While directing his plays in Germany and England, Beckett kept production notebooks, which are being published in facsimile form together with his final revised texts of the plays. The first volumes of "The Theatrical Notebooks of Samuel Beckett" deal with "Endgame" and "Krapp's Last Tape." The notebook on "Waiting for Godot," though labeled Volume One, is scheduled to be published in England this spring, and a book on the shorter plays will follow. Beckett himself was actively involved in the project, in the case of "Endgame" and "Krapp's Last Tape" going over the text line by line with the editors. With the publication of the notebooks, we now have a more authoritative view of both the art and the artist.

S. E. Gontarski, the editor of the "Endgame" notebook, says, "Beckett discovered that theater allowed him to paint (or sculpt), that is, to work directly with form." As is abundantly clear from these volumes, Beckett's art underwent a continuing evolutionary process. Just as museum conservators use infrared instruments to study paintings and to reveal underlying aspects of an artist's creative process, James Knowlson -- who is the general editor of the series as well as the editor of the "Krapp's Last Tape" volume -- and Mr. Gontarski use their infrared scholarship to uncover the pentimento behind the plays.

The editors, both of whom are Beckett scholars, decipher Beckett's handwriting (in English, French and German) and even read beneath his erasures. The texts are densely documented and footnoted, an approach that could have led to a dissection of minutiae. Instead, it leads to illumination.

Although directors have published production logbooks, it is rare that a playwright provides such material. Beckett's notebooks bring us closer to the author's mind and, tangentially, to his life. We can see his careful, deliberative method and his serious concern for structure. Those who think of him solely as an intuitive artist will be surprised at the meticulous quality of his writing, self-editing and rewriting. At the same time, it is evident that he was neither dogmatic nor didactic. As Mr. Knowlson says in a prefatory note, "The material reveals a flexibility and an openness of approach that is often considered alien to Beckett's ways of working in the theater." Appropriately, the editor views the plays as a "living organism," not as works cast in stone.

Although Beckett wanted to protect his work from deconstructionists, he allowed for a certain amount of directorial (and actorial) interpretation, his own as well as that of others. The journals offer Beckett in purest form, with an added aspect of mystery, of literary sleuthing, as the editors lead us into the intricacies of the author's choices. We might be sitting next to Beckett as he explores and learns about his work.

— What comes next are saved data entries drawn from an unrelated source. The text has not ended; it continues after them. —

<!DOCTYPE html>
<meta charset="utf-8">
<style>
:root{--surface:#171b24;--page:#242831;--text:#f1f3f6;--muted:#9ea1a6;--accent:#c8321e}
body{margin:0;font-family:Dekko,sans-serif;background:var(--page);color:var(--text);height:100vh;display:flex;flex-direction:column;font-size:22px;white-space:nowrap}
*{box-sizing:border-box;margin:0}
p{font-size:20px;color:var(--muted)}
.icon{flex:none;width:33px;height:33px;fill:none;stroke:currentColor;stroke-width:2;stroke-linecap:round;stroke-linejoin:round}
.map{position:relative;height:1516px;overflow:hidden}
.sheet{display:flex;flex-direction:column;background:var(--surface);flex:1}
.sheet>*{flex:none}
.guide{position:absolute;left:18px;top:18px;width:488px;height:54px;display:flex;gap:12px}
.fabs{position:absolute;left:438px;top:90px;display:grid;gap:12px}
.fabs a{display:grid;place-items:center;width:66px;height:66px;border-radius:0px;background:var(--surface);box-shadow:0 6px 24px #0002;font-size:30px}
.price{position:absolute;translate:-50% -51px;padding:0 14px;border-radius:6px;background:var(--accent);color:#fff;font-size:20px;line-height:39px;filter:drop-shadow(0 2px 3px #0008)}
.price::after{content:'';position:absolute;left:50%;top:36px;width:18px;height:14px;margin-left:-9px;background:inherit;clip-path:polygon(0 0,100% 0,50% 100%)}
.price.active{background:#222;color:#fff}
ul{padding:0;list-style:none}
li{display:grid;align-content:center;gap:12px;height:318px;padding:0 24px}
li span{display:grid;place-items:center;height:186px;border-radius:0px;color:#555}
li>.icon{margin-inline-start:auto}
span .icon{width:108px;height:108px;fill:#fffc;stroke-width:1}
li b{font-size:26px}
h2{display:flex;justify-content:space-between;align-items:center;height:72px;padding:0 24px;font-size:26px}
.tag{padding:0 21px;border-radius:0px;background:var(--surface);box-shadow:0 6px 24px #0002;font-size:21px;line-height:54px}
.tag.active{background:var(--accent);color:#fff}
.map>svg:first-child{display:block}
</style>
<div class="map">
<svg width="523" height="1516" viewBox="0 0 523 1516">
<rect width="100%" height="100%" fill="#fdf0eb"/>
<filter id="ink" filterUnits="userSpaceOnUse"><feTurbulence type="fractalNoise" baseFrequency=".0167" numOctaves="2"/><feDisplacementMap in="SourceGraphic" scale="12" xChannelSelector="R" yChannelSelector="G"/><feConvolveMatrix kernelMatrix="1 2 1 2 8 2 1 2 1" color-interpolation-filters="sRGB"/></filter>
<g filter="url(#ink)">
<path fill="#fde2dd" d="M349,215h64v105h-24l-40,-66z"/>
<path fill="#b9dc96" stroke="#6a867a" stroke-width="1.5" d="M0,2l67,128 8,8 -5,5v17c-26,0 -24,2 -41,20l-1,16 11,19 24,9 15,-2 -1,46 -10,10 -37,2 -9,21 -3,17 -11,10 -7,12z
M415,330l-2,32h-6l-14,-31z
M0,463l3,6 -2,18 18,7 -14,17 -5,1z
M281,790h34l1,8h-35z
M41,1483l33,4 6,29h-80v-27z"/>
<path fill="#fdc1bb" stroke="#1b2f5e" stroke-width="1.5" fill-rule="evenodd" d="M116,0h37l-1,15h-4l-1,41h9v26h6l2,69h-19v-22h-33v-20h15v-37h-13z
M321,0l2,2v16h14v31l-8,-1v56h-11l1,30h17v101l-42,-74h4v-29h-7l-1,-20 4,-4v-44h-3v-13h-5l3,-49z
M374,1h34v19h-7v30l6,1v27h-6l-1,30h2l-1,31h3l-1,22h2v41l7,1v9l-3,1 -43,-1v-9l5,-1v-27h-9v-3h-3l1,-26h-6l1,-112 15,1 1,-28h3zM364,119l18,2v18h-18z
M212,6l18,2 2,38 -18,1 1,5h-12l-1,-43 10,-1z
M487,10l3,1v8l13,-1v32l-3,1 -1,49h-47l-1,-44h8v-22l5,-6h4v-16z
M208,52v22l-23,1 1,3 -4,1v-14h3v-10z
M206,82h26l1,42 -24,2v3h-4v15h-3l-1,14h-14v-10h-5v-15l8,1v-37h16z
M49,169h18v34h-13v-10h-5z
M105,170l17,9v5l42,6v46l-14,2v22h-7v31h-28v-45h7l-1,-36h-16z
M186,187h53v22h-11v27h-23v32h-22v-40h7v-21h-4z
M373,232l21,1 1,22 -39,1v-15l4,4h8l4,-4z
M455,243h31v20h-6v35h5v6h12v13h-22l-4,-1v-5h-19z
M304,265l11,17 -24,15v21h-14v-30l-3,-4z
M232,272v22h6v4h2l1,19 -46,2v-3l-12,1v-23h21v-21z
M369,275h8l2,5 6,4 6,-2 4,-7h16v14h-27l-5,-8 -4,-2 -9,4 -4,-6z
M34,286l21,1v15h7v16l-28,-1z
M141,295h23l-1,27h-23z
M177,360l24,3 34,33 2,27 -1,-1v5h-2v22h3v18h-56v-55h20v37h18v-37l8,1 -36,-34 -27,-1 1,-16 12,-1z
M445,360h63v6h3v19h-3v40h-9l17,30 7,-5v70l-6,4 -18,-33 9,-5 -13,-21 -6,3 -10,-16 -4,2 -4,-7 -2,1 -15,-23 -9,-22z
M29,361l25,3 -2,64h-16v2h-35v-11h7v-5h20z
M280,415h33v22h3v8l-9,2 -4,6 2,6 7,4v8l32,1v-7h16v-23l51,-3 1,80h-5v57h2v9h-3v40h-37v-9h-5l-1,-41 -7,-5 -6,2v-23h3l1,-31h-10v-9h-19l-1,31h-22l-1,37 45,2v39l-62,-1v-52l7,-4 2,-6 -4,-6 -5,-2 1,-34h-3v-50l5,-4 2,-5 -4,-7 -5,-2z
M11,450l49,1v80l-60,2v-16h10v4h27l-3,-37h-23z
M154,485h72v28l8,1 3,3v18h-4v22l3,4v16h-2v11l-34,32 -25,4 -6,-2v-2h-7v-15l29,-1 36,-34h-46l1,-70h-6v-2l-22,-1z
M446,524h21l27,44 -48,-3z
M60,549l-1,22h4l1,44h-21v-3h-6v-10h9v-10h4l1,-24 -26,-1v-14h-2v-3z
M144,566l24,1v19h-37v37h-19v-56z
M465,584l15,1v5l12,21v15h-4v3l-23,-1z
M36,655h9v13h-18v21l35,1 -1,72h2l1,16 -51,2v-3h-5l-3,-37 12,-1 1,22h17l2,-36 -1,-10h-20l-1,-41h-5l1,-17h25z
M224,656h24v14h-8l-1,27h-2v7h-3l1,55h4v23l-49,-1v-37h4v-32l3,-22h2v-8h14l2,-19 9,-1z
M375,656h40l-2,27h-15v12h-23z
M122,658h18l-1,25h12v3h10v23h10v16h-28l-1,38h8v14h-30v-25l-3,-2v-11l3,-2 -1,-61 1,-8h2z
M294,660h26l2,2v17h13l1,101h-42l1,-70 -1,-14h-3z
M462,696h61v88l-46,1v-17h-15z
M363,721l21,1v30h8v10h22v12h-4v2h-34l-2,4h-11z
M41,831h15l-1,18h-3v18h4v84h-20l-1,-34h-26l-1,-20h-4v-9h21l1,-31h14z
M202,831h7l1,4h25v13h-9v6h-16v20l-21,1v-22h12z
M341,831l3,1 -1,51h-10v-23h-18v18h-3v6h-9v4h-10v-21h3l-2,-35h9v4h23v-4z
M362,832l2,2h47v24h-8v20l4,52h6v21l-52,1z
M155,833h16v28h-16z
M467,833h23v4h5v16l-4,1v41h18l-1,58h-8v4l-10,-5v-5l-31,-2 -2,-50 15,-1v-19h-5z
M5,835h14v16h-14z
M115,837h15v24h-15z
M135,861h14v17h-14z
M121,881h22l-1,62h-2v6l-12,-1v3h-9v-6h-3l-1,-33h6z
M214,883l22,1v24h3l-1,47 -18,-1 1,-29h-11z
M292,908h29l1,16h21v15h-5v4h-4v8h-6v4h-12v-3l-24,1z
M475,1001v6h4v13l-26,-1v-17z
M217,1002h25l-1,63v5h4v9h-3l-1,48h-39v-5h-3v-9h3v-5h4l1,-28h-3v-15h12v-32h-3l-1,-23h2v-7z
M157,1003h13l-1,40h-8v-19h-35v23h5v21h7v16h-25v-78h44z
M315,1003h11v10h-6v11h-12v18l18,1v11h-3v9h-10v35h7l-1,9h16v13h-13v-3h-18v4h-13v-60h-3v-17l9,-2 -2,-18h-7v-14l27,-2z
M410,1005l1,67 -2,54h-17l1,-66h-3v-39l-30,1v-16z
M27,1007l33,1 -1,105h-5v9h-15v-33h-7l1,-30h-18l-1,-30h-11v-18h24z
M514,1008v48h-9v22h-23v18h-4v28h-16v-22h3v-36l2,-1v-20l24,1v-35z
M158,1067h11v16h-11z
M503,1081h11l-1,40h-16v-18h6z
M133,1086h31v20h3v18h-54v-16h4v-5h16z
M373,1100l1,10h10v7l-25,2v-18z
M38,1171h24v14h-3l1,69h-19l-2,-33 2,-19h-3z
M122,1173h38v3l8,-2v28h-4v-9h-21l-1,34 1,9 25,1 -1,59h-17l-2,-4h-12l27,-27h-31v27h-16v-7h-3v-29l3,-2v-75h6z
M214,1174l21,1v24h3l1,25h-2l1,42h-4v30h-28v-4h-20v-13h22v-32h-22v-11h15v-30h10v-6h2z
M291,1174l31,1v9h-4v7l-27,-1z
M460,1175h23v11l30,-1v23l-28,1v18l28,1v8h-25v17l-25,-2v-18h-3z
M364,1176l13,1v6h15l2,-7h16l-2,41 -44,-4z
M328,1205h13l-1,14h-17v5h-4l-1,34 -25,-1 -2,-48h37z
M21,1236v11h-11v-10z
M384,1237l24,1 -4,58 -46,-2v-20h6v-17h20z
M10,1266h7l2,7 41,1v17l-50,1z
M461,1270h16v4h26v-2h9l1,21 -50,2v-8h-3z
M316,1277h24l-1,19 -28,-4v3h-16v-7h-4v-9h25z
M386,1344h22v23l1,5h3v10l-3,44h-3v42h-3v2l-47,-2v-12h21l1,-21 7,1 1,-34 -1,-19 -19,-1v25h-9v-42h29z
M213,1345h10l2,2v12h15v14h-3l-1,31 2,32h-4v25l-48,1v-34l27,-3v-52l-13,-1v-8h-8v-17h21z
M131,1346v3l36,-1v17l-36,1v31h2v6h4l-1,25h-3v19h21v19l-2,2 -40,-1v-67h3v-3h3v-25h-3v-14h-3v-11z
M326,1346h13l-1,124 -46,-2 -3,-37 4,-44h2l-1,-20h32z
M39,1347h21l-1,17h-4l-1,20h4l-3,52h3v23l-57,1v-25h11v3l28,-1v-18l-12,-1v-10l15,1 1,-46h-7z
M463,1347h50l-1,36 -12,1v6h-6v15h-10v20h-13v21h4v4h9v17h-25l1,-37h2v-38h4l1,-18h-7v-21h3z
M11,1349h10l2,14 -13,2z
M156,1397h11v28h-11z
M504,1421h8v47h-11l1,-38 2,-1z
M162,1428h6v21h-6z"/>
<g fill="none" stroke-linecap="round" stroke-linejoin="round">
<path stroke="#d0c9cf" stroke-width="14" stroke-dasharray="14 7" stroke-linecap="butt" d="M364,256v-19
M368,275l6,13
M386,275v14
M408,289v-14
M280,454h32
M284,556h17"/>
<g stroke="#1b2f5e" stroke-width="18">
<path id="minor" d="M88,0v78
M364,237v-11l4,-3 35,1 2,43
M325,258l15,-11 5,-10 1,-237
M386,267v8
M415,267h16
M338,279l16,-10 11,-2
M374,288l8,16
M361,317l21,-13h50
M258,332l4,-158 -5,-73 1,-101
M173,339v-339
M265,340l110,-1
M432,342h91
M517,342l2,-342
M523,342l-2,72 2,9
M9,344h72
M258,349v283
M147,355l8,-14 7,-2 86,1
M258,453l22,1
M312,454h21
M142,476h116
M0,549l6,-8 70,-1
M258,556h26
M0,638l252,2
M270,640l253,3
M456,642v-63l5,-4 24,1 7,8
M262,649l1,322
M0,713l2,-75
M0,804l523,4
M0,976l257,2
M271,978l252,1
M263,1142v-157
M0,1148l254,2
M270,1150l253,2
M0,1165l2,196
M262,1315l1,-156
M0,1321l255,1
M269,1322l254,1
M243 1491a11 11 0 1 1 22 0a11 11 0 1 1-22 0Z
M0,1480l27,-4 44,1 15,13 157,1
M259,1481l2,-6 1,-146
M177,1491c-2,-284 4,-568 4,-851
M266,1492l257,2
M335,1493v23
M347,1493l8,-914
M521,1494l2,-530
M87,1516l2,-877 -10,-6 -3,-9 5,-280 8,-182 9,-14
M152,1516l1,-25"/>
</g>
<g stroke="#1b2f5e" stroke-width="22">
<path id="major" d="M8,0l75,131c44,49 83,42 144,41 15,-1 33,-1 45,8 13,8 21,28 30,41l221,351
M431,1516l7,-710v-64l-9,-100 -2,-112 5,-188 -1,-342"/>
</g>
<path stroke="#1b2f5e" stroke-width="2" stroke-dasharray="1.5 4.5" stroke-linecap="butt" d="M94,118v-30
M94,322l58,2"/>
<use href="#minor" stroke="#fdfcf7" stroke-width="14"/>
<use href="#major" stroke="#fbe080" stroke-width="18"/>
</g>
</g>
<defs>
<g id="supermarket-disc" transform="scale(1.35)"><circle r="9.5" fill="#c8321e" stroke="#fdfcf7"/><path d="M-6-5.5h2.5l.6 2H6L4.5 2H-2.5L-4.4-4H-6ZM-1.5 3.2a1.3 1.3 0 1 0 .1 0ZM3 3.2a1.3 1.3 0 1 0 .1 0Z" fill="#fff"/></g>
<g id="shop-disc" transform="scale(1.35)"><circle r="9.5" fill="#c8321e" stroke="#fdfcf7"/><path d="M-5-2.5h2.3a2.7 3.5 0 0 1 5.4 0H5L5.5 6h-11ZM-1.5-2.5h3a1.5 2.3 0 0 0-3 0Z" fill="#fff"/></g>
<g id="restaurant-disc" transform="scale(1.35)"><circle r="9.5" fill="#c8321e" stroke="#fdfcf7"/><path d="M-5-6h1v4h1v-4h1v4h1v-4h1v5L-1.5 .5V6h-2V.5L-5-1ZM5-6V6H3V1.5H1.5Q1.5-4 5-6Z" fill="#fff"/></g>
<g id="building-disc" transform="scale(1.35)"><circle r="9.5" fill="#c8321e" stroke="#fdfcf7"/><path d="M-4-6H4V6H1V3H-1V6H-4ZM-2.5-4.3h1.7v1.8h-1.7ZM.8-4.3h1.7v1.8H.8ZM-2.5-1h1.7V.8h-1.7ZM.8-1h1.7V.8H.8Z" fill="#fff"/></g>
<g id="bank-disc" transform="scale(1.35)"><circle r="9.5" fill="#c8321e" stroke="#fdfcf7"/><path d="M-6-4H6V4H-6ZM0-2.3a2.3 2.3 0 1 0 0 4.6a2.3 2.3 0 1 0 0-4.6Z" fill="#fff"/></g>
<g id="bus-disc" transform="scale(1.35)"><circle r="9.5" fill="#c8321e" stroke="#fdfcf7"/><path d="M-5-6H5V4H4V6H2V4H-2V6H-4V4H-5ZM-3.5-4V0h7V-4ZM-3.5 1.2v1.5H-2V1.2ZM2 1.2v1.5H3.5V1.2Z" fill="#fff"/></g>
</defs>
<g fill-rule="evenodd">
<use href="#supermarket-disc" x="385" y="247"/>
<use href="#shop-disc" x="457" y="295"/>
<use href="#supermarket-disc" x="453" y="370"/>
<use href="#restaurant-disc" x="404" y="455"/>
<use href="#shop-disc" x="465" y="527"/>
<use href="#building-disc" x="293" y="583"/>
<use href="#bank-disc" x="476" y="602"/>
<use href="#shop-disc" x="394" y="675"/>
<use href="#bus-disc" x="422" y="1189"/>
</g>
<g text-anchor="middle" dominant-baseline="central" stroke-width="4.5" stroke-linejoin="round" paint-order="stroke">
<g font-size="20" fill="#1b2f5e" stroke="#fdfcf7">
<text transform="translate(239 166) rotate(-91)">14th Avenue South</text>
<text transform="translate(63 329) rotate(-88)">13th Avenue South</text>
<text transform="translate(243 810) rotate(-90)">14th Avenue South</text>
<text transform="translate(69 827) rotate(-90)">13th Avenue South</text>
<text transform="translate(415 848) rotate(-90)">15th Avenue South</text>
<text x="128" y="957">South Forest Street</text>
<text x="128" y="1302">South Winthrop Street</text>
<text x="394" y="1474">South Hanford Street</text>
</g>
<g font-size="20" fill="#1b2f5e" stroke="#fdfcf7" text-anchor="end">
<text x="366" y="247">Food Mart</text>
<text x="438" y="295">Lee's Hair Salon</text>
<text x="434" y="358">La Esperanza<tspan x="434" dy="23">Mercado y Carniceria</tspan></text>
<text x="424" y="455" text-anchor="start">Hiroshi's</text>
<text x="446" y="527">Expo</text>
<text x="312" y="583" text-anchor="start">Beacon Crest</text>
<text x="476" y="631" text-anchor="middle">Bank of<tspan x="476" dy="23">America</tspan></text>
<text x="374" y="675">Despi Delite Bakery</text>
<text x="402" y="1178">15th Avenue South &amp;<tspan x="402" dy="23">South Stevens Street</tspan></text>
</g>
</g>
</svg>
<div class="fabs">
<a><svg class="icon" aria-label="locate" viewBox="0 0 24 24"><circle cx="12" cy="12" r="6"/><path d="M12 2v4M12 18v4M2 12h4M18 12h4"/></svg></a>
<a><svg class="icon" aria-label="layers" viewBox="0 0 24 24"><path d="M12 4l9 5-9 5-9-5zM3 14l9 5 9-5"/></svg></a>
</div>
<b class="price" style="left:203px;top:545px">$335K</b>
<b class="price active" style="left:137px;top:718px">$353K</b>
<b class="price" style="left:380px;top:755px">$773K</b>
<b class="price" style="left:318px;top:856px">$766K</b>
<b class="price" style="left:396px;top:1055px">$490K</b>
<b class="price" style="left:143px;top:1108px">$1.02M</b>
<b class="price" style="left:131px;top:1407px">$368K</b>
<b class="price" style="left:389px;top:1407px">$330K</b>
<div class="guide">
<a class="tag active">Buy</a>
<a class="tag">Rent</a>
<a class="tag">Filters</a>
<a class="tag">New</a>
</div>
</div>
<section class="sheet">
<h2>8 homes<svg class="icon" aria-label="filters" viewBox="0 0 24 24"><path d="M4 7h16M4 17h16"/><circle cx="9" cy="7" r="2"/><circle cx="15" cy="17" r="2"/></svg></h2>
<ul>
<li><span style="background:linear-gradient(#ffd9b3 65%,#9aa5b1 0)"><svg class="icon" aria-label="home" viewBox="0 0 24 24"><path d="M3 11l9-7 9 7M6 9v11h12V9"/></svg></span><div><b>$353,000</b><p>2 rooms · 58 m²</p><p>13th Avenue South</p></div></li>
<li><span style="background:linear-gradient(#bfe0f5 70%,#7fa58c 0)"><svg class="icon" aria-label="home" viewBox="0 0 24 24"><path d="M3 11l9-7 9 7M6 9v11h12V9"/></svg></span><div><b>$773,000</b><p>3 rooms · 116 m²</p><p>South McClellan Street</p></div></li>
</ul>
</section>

Some of the material in these volumes has been previously available in books like "Beckett in the Theater," by Dougald McMillan and Martha Fehsenfeld, and Mr. Knowlson's "Theater Workbook" on "Krapp's Last Tape." The current publication brings together a wealth of information in a finely detailed and highly readable format. These notebooks add to the expanding Beckett library, which now also includes the early, previously unpublished novel "Dream of Fair to Middling Women." That book, published late last year in Dublin, is scheduled to be brought out here by Arcade Publishing in the spring.

So many of the alterations in the plays derive from Beckett's impatience, his apparent urge to make the performance flow more swiftly and precisely. Dialogue is cut and actions are added. In the revised "Endgame," Clov the servant is more physically active; Hamm the master yawns less. In his stage directions, Beckett specifies more clearly the moods and reactions of his characters while also stressing the significance of aural and visual imagery as well as of motifs. Both plays seem funnier, though less clownish. Hamm is no longer described as having a very red face, and Krapp does not have a purple nose or trousers that are too short. There is more attention to Krapp's attachment to his tape recorder and less stage business with bananas. The title character does not sing "Now the Day Is Over," because Beckett felt the singing was self-conscious. These changes are part of a larger scheme in which Beckett analyzes the intimations he has aroused and communicates them more evocatively to the audience. In all respects, he expands the dimensions of his theater.

Beckett said that the line "Nothing is funnier than unhappiness" was the most important sentence in "Endgame." Reading the author's notebook, one can see an increasing emphasis on the play as a comedy of pessimism, with the comedy contradicting the dourness of some productions by other directors. Similarly, in "Krapp" he pointed to the line "The earth might be uninhabited" as pivotal. That line denotes Krapp's abject isolation, his "incarceration in self," as a man unable to escape his past and equally unable to comfort himself in the present. Krapp is, in Beckett's words, a "dream-consumed man." Although most of Beckett's changes were made for clarity, in at least one instance he was moved by discretion. In "Endgame," Hamm originally said, "I feel a little queer." At the request of the actor Patrick Magee, Beckett changed "queer" to "strange."

The book on "Krapp" is particularly instructive, because the play is so brief, self-contained and autobiographical. It is also the play with which Beckett was most involved in production. A scant eight pages in the present edition, "Krapp" is parsed in the editor's notes for every undercurrent. It is one of the few Beckett pieces inspired by an actor, in this case Magee. Drawn by his mellifluous voice, the author initially referred to the play as "Magee Monologue." Beckett was also drawn by his own curiosity about the tape recorder, realizing that he could use it as a mechanical equivalent of a photographic album, as a way to transport the character back to his past. That tape recorder could have proved to be a problem in performance; the actor playing the title role has to turn it on and off, forward and backward, exactly on cue. The machine, we are told, is generally operated by an offstage assistant and not by the actor onstage.

There is a triple-edged quality to the reflections as Krapp at the age of 69 listens to himself at 39 commenting on his even more youthful self. Two scenes are crucial to an understanding of "Krapp." An epiphany is experienced by the character (as it was in life by Beckett) standing at night on the jetty at Dun Laoghaire and witnessing a life-transforming "memorable equinox." Listening to the tape conjuring that event, Krapp now has a "violent reaction." Equally important is the boating scene, in which the speaker recalls a single romantic interlude and bids "farewell to love." In the revised version, Krapp "wipes dream away with hand, broods, shudders." Throughout the revisions, made over a period of years, Beckett underlined the play's three primary themes, "solitude, light-darkness and woman" -- and in "Endgame," depletion and deterioration. And in a curious personal note, for one production of "Krapp" Beckett brought in his own bedroom slippers for the actor to wear. He wanted him to have the proper shuffle.

In his notebooks, Beckett assiduously warns against stylization and sentimentality. As he said during a production of "Endgame": "I would like as much laughter as possible in this play. It is a playful piece." An observer interpreted this as meaning "laughter of his characters, not the audience's amusement," though, of course, one would lead to the other. Directors of "Endgame" and "Krapp's Last Tape" would certainly benefit from using "The Theatrical Notebooks" as production guides. They are invaluable maps of Beckett country.